Among those who came to Quebec before The Situation is André Besson of the restaurant Laloux, who arrived in 1975 and is, like MacGuire, one of the old-world monsters. His maître d’ and sommelier, Marie-Isabelle DeVault, says, “Sometimes, for no reason at all, he screams—anything can get on his nerves.” In his defense, Besson says that at least he screams and gets it over with, while MacGuire keeps it all inside.
Besson was born in Vienne, home of Fernand Point of La Pyramide, and so close was the Besson family to Point that the mythic chef cooked for André’s baptism. Something took, for if Point could taste Besson’s sauces, he would not be displeased. Yet to me, much of Besson’s food tastes French-Canadian, particularly his game pie. This is both unexpected and welcome, because the old habitant cuisine of Quebec (the habitants were the old French-Canadian farmers) is badly represented in most of the city’s other upscale restaurants.
Habitant cuisine centers around game, maple sugar, beans, and salt pork, and the only refined establishment serving such preparations that I ever admired was the long-forgotten Au Quinquet. In the seventies, Françoise reviewed it favorably in the company of a perfect dining companion, a woman born near the city of Rimouski, one of eighteen children whose mother died at age forty giving birth to twins. In French-Canadian Quebec, such a family scenario was not unique.

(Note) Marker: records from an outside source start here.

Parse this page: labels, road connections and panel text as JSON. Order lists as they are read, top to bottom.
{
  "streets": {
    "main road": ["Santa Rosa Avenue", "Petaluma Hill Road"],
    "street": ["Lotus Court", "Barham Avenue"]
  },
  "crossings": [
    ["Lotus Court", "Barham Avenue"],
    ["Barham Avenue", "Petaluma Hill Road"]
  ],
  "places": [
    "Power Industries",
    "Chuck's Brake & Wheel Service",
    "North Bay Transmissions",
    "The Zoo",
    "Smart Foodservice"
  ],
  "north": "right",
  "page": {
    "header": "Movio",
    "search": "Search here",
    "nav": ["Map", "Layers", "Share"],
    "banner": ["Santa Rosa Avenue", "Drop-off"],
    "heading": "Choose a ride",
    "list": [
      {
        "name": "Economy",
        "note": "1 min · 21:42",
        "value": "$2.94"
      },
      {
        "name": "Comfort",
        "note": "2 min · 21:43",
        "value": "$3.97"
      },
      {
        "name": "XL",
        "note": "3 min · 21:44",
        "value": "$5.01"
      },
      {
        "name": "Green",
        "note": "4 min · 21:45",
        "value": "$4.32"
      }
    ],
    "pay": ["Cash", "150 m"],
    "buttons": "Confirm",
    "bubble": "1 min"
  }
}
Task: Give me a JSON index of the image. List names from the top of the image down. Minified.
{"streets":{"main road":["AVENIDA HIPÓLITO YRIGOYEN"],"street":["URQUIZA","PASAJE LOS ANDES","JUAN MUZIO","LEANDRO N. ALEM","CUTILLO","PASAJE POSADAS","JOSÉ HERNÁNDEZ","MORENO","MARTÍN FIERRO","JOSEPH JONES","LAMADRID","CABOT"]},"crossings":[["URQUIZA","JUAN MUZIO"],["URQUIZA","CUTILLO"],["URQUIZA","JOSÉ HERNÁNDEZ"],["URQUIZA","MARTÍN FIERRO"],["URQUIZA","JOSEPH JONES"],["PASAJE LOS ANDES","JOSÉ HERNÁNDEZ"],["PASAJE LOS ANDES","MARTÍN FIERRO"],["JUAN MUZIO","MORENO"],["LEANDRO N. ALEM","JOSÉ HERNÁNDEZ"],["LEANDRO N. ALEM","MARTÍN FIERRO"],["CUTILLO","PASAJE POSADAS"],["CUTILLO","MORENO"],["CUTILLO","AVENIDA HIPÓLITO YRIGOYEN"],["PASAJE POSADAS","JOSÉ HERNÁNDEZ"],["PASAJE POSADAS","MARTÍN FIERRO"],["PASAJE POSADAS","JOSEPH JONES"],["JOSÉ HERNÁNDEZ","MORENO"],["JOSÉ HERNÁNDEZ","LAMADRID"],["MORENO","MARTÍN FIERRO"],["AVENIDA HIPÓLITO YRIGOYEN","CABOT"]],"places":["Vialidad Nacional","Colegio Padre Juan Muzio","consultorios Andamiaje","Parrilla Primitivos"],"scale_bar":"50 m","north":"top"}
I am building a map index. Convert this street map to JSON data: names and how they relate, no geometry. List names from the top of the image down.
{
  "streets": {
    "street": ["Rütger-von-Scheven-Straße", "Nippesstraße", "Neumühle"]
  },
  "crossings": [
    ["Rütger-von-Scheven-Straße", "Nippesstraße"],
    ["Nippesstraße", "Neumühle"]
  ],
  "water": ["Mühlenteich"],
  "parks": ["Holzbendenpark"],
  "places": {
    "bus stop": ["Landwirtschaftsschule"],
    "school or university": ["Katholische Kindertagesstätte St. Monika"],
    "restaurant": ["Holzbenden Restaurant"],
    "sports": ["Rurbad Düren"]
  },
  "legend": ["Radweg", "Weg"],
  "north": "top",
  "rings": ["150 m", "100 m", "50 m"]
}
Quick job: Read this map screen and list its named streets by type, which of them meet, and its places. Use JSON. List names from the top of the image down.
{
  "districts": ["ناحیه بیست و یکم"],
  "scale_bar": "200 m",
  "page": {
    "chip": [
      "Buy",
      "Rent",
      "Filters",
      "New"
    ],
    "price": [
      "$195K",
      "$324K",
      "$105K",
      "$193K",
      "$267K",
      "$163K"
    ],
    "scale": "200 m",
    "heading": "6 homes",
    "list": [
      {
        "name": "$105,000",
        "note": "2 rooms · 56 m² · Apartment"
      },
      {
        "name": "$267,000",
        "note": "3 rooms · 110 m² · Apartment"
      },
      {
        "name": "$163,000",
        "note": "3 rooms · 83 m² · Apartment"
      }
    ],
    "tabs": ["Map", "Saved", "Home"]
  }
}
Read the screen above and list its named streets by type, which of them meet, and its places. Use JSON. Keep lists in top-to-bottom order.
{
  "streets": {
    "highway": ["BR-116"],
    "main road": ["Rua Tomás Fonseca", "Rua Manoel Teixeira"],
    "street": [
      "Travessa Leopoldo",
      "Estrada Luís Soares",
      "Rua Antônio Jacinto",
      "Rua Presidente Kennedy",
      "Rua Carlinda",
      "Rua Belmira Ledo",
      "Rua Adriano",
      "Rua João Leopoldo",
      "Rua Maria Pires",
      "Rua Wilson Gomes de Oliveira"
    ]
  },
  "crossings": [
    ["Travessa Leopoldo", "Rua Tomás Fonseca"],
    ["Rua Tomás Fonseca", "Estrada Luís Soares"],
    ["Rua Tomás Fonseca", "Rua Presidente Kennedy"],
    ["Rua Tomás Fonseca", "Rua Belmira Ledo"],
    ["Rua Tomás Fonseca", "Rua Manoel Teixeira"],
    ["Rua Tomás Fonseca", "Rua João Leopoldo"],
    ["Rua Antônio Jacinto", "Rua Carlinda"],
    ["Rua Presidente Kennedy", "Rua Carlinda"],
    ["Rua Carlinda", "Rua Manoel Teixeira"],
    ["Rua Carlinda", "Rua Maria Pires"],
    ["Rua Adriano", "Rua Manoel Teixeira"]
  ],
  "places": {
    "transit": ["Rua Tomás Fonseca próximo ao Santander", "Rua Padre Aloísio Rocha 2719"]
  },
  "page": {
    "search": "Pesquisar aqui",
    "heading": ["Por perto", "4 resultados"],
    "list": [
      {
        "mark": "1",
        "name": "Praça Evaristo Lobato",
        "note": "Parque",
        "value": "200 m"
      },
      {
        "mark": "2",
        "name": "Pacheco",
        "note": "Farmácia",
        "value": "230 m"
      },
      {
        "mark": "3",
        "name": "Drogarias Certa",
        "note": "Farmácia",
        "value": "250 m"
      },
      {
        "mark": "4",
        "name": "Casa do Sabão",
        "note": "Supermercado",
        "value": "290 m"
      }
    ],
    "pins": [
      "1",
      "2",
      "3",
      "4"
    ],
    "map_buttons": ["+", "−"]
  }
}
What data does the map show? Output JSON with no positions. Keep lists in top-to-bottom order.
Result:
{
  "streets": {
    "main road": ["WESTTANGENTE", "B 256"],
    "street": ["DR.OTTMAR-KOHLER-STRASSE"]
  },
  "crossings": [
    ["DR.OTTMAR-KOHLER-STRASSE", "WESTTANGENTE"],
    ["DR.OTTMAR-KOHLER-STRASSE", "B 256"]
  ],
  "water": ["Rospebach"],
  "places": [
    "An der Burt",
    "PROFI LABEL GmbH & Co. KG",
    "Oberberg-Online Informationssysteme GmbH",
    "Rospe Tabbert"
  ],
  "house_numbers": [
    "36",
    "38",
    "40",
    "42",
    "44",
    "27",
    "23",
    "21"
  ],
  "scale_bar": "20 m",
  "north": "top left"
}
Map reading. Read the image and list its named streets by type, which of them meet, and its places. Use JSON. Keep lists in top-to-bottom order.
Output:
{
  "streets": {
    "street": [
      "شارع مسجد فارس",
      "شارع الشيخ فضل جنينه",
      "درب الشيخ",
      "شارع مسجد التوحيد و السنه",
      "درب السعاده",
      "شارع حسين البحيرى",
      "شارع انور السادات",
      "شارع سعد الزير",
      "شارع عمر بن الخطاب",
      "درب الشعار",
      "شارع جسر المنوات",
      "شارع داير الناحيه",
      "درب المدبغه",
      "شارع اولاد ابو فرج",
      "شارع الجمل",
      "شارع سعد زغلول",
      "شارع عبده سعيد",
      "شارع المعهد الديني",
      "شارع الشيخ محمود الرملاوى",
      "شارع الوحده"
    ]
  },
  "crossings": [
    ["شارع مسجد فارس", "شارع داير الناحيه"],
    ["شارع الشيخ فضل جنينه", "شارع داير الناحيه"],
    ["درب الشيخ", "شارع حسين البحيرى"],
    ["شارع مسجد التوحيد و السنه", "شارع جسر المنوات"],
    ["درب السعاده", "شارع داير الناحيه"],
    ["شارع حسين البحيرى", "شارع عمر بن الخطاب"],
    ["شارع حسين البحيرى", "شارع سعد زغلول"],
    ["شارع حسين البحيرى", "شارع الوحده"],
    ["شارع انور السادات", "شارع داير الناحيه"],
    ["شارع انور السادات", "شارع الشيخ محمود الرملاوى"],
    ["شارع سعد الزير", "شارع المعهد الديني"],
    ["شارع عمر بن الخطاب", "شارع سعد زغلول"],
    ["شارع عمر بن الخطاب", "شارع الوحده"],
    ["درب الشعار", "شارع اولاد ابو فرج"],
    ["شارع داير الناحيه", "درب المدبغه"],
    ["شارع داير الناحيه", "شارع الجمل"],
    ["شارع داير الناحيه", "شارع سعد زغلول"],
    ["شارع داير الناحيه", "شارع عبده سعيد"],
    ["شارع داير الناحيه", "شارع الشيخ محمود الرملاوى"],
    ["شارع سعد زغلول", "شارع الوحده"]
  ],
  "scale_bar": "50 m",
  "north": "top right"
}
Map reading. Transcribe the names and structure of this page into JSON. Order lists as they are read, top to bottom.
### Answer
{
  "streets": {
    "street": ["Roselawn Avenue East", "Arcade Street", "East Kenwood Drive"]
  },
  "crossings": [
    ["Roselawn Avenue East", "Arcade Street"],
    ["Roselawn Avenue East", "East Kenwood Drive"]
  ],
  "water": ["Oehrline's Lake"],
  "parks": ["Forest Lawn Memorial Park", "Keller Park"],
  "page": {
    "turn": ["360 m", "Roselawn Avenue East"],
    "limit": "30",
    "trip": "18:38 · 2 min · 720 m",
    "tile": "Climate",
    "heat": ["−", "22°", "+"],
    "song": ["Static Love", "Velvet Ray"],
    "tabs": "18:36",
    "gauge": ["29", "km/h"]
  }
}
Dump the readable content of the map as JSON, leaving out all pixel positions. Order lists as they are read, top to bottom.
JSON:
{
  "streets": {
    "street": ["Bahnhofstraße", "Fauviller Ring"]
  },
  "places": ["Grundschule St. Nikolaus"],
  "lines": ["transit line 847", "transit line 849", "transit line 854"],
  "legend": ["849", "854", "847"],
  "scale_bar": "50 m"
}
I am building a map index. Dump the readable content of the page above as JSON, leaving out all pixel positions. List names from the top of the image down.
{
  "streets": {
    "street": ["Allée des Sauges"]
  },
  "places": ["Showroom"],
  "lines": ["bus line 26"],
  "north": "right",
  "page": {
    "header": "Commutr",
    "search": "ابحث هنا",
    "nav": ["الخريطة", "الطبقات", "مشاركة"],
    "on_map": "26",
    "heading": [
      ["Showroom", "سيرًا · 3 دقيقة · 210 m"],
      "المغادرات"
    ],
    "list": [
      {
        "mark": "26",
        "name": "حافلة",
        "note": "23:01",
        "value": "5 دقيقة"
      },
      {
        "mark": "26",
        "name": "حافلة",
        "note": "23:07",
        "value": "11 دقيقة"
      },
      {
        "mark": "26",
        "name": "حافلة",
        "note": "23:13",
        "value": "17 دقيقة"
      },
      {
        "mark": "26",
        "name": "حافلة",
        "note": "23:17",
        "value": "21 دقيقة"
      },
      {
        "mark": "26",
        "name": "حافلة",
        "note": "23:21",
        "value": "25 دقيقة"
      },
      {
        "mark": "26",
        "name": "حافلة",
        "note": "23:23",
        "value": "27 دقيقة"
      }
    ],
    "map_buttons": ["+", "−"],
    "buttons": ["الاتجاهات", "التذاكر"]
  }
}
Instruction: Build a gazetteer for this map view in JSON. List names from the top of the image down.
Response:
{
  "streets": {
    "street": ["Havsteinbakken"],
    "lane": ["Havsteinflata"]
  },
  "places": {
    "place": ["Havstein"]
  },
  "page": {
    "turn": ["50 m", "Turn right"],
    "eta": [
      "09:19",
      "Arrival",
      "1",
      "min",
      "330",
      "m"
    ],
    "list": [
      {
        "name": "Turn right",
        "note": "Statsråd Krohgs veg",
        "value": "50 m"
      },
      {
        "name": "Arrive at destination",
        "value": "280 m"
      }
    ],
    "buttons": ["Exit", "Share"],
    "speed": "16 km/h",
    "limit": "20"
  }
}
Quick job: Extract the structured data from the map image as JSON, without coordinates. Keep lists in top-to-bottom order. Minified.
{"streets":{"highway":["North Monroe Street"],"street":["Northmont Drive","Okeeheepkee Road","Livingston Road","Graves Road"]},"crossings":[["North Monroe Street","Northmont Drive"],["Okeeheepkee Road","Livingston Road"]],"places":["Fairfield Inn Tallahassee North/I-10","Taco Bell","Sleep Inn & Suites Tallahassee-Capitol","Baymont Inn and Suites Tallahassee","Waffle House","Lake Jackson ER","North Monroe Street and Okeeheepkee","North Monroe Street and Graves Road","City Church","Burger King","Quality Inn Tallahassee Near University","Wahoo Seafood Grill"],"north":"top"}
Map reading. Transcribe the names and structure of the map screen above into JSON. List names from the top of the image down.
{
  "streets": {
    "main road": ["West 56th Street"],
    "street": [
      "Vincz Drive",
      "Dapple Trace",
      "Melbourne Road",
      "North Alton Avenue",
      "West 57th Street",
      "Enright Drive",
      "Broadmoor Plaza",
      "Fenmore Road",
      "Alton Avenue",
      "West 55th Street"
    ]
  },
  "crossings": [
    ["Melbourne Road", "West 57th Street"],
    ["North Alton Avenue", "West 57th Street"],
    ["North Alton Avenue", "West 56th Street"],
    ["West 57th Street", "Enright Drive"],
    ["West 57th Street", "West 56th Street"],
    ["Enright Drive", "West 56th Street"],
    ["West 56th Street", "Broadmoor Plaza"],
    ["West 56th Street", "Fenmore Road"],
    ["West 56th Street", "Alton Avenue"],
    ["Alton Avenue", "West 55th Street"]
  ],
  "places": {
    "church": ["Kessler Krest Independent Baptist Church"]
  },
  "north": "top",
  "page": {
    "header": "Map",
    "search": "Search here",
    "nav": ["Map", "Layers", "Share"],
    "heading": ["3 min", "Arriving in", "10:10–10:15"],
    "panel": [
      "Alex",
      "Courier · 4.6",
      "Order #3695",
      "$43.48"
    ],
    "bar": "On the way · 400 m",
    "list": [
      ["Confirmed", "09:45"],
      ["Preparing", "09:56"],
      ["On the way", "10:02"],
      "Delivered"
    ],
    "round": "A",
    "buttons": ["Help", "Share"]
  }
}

Today, when I want a taste of this classic heavyweight fare, I stop in at La Binerie, on Mont-Royal. I usually go for breakfast, taking a seat at the counter and ordering the number two, which comes with coffee, home fries, feves au lard (beans), a couple of eggs over, two slices of thick toast, and an assortment of odd meats (canned ham, a fatty pork pâté called cretons, crisp bacon, and a morsel of mushy but much-beloved Montreal-style hot dog), all served on a rectangular pale-green plate that looks like a treasure from a yard sale. The cost: less than three dollars.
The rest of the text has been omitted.